Im Zentrum des Verfahrens stand ein Text, der Homosexualität als moralisch minderwertig beschrieb und homosexuelle Menschen als angeblich gefährliche Gruppe darstellte. Neben problematischen Formulierungen fanden sich darin Anschuldigungen, die homosexuellen Männern ein vorsätzliches Schädigen anderer unterstellten. Nach Auffassung des Amtsgerichts Weinheim handelt es sich nicht um eine zugespitzte Meinung, sondern um eine pauschale Verleumdung einer klar definierten Bevölkerungsgruppe. Das Gericht betonte, solche Behauptungen könnten gesellschaftliche Ressentiments verstärken und seien geeignet, feindselige Einstellungen zu fördern. Deshalb überschritten sie deutlich die Schwelle zur Strafbarkeit.

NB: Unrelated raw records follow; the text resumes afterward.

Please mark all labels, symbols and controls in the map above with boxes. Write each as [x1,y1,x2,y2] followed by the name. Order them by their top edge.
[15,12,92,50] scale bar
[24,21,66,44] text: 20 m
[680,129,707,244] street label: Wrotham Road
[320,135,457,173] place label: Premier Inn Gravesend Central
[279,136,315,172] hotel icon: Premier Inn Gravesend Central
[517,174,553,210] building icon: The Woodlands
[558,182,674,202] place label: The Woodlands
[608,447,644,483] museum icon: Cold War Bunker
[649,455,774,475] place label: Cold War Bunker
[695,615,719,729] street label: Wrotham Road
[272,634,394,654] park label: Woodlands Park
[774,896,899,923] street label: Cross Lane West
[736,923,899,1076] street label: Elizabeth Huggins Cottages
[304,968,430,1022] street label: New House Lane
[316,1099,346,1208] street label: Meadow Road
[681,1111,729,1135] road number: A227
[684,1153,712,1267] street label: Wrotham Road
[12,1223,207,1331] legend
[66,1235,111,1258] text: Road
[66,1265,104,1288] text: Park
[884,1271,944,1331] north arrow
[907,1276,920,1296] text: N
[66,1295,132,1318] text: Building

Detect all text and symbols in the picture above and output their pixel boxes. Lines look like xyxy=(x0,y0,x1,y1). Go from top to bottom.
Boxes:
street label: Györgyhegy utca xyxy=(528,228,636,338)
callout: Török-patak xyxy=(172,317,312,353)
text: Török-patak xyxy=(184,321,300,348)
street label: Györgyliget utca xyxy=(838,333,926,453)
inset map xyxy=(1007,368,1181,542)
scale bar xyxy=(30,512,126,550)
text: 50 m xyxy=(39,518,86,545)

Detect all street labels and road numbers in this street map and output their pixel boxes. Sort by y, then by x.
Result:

Aus lokaler Perspektive ist besonders bemerkenswert, dass derselbe Flyer bereits im Jahr 2013 der Staatsanwaltschaft Münster vorlag. Damals hatte queer.de Strafanzeige erstattet, nachdem die „Christliche Mitte“ den Text unter dem Titel „Wissenschaftliche Erkenntnisse zur Homosexualität“ verbreitet hatte. Die Staatsanwaltschaft Münster kam jedoch zu einem völlig anderen Ergebnis: Trotz der scharfen Formulierungen sah sie keinen Anfangsverdacht auf Volksverhetzung. Die Behörde argumentierte, die Aussagen seien zwar abwertend und polemisch, aber noch von der Meinungsfreiheit gedeckt. Entscheidend sei gewesen, dass die Aussagen nach damaliger Einschätzung nicht die Würde eines Einzelnen oder einer klar abgegrenzten Gruppe verletzten.
Zwölf Jahre später ist das Bild ein anderes. Die nun erfolgte Verurteilung zeigt, dass sich sowohl die gesellschaftliche Wahrnehmung queerfeindlicher Aussagen als auch die rechtliche Bewertung solcher Texte spürbar verändert hat.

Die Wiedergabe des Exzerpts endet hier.